GDP expanded by 0.4% year-on-year in the second quarter of 2017. As in the previous quarter, the data failed to match analysts’ expectations. For many months now, leading indicators such as the PMI and the KOF Economic Barometer have been pointing to strong growth dynamics, yet GDP data falls short. Data revisions and statistical effects partly explain the mismatch. Overall however, only moderate growth is to be expected. The labour market lacks dynamism and the unemployment rate remains at 3.2%. Consumer prices have strengthened, however, after the summer lull. Core inflation rose steadily and reached 0.4%, the highest rate since the beginning of 2011. The deflationary pressures stemming from the lifting of the minimum CHF/EUR exchange rate in January 2015 seem to have dissipated. Thanks to a weaker Swiss franc against the euro, higher levels of consumer and business confidence and the global economic upswing, which will benefit Swiss exporters, the economic outlook is cautiously positive.

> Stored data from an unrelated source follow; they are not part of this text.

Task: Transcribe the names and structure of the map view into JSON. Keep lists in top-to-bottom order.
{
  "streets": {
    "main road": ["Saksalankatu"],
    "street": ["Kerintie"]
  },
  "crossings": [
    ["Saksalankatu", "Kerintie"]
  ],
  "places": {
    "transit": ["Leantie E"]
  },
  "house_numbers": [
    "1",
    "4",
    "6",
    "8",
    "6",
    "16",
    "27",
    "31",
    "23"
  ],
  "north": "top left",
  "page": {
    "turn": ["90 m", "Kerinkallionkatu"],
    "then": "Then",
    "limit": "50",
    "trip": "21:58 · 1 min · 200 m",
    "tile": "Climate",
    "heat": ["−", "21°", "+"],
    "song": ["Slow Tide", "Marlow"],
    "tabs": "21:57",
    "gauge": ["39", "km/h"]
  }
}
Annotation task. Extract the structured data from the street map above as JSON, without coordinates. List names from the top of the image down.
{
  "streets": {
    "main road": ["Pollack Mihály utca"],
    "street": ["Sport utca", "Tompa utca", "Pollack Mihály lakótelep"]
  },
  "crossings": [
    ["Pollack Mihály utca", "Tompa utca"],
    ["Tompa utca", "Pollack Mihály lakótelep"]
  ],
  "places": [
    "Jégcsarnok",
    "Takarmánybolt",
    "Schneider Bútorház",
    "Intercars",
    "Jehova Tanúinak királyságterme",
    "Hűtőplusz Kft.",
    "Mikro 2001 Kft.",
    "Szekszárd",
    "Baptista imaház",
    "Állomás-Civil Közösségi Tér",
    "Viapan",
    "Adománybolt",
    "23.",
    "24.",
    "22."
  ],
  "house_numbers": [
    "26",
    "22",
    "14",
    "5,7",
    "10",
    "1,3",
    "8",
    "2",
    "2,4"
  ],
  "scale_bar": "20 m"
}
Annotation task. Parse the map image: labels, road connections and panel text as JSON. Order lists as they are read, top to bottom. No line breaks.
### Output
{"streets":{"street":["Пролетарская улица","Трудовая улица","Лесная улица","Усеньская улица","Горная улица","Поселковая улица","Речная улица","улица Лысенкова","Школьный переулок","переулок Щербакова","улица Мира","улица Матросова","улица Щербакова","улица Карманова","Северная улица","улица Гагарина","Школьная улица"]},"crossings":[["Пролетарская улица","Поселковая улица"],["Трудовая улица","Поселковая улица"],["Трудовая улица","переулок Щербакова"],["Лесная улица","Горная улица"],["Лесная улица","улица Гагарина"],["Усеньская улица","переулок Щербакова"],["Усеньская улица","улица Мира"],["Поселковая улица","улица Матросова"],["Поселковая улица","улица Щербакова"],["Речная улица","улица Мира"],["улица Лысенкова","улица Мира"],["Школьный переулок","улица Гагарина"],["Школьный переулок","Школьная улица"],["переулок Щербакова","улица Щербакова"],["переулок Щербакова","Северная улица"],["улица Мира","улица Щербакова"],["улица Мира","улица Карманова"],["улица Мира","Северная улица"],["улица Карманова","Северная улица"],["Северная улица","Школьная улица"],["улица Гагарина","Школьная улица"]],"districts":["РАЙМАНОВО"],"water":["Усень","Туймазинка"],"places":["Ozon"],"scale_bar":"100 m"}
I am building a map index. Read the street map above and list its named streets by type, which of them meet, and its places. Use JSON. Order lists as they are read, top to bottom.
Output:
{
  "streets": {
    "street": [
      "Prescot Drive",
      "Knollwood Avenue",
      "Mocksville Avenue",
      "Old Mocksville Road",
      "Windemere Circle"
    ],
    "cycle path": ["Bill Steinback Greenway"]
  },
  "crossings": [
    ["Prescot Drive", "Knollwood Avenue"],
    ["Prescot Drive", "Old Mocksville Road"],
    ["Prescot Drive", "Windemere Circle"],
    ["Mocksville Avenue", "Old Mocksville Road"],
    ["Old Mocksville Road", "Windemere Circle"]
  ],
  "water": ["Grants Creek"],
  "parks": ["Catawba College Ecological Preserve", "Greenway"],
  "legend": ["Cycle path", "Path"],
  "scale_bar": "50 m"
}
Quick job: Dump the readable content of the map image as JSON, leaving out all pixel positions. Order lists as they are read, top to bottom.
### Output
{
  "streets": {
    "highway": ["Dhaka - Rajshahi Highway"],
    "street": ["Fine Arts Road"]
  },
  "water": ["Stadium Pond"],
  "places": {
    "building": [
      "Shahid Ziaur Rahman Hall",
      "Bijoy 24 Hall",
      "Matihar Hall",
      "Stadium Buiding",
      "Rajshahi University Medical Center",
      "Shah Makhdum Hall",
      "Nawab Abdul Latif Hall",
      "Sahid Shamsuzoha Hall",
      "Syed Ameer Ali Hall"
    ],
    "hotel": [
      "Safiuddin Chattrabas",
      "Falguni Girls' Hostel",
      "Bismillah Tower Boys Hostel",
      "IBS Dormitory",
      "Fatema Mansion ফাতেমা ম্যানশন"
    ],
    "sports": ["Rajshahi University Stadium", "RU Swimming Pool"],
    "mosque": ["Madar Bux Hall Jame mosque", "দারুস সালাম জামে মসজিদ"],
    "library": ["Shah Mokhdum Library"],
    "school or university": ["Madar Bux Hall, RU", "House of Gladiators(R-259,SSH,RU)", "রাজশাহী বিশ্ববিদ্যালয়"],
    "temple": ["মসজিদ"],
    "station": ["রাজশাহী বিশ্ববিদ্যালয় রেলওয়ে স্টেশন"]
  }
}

Eurozone economies grew in aggregate 2.3% year-on-year in the second quarter, again above average. Germany and Spain provided the strongest positive impulses. Growth in France and Italy was somewhat weaker, but these economies were also able to maintain the pace of growth recorded in the previous quarter, with 1.8% and 1.5%, respectively. Labour market conditions improved accordingly, with unemployment reaching its lowest level since the global financial crisis (9.1%). Discrepancies among member states remain however. Far below the regional average is the German unemployment rate at 3.7%, whereas 17.1% of the Spanish labour force remains unemployed. Nonetheless, this is roughly two percentage points below the 2016 level and further improvement is to be expected. An initial estimate of the September PMI suggests an increase to 56.7 points. Furthermore, the European commission’s economic sentiment indicator reached a 10-year high in August. Analysts have consequently revised up their growth forecasts for the euro area by half a percentage point since the beginning of the year and now expect a 2% expansion for 2017. Nevertheless, inflation remains subdued and is only slowly edging up to the "close to 2%" target set by the European Central Bank (ECB).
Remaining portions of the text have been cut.